5.54X39 is a Russian round that you can get in an AK-74
no wonder I am having so much trouble...everything is backwards


----------



## Nortwoods (Oct 23, 2011)

I was confused. It is 5.45x39.
Good information here:

http://thefiringline.com/forums/showthread.php?t=261430

Looks promising.


----------



## georgia_home (Oct 23, 2011)

just curious, not trying to jack, and i know this is the hog thread...

is this cal legal for DEER. regs say... 22 center fire... is / isnt this sub 22... technically... if 556 = 223.. wouldnt this maybe be 21?something, and not legal for deer.... (not talking hog...)

again, 'pologies, sorry for jacking!!!! but just curious....



Nortwoods said:


> I was confused.

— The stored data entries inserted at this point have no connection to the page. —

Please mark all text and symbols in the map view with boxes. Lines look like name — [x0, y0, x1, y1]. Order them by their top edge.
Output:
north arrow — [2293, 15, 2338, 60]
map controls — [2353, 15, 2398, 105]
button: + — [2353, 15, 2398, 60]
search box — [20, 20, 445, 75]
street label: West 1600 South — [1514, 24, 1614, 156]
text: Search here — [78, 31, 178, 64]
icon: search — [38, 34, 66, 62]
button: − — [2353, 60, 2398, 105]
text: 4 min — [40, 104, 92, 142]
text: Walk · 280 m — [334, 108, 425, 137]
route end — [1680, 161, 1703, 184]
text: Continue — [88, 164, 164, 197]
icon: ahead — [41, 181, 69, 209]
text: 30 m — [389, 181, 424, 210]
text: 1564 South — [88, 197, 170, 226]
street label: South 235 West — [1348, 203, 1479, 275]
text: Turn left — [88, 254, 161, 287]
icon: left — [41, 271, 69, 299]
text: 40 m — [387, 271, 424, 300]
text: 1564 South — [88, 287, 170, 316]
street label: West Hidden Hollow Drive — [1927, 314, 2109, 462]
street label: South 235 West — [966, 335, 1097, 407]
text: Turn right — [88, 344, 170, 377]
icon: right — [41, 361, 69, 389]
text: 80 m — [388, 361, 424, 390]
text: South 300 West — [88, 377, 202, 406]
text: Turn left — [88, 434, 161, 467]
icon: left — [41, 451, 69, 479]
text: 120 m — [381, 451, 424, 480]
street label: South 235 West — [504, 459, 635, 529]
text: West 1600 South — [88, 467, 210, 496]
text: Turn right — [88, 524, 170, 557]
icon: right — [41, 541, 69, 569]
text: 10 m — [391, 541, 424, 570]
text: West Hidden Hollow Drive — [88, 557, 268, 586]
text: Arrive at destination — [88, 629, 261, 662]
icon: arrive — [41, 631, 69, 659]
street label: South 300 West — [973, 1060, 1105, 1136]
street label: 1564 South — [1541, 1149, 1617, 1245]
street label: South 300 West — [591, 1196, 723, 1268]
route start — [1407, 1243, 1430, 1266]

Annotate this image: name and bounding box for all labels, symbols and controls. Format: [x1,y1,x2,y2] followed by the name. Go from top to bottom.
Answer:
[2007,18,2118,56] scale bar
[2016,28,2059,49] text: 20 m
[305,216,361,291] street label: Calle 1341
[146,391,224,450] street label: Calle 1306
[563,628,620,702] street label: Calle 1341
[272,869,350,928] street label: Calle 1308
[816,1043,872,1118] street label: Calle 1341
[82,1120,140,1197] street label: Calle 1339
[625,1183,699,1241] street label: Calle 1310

It is 5.45x39.
> Good information here:
> 
> http://thefiringline.com/forums/showthread.php?t=261430
> ...


----------



## Jester896 (Oct 23, 2011)

georgia_home said:


> just curious, not trying to jack, and i know this is the hog thread...
> 
> is this cal legal for DEER.
> 
> again, 'pologies, sorry for jacking!!!! but just curious....



I wouldn't think so...something I have learned with hogs...bigger can be better



Nortwoods said:


> I was confused. It is 5.45x39.


 you asked...which one is it both are available


----------



## brandonsc (Oct 23, 2011)

Jester896 said:


> don't know where my mind was...i was seeing 5.54 and thinking 6.8SPC price wise...I still haven't read anything good about the 5.54 round...most think 7.62X39 is better and I believe 5.56 is better than 7.62



Jester were going to have to agree to disagree with this one i've shot 1000's of 5.56 and 1000's of 7.62 i've personally saw the 5.56 round hit the target broadside at 200 yards with no wind and it thats a big hog (300 +) i'll take my 7.62 anyday


----------



## georgia_home (Oct 24, 2011)

between you and jester, isnt this one of the original main points of arguement between the ar and ak platforms?

the size of the bullets, weight, velocity, etc...

short range perf vs long(er) ranges... etc.

hence one of the reasons the m14 is making a comback to some extent, and the 6.8 is making a big surge...

i ain't an expert, and don't have the answer, but just making the observations... of course people vs hogs is different tings! but... SOME of the principles apply...though not all (obviously)...

and thanks for the answer to my q jester... 'preciate it!



brandonsc said:


> Jester were going to have to agree to disagree with this one i've shot 1000's of 5.56 and 1000's of 7.62 i've personally saw the 5.56 round hit the target broadside at 200 yards with no wind and it thats a big hog (300 +) i'll take my 7.62 anyday


----------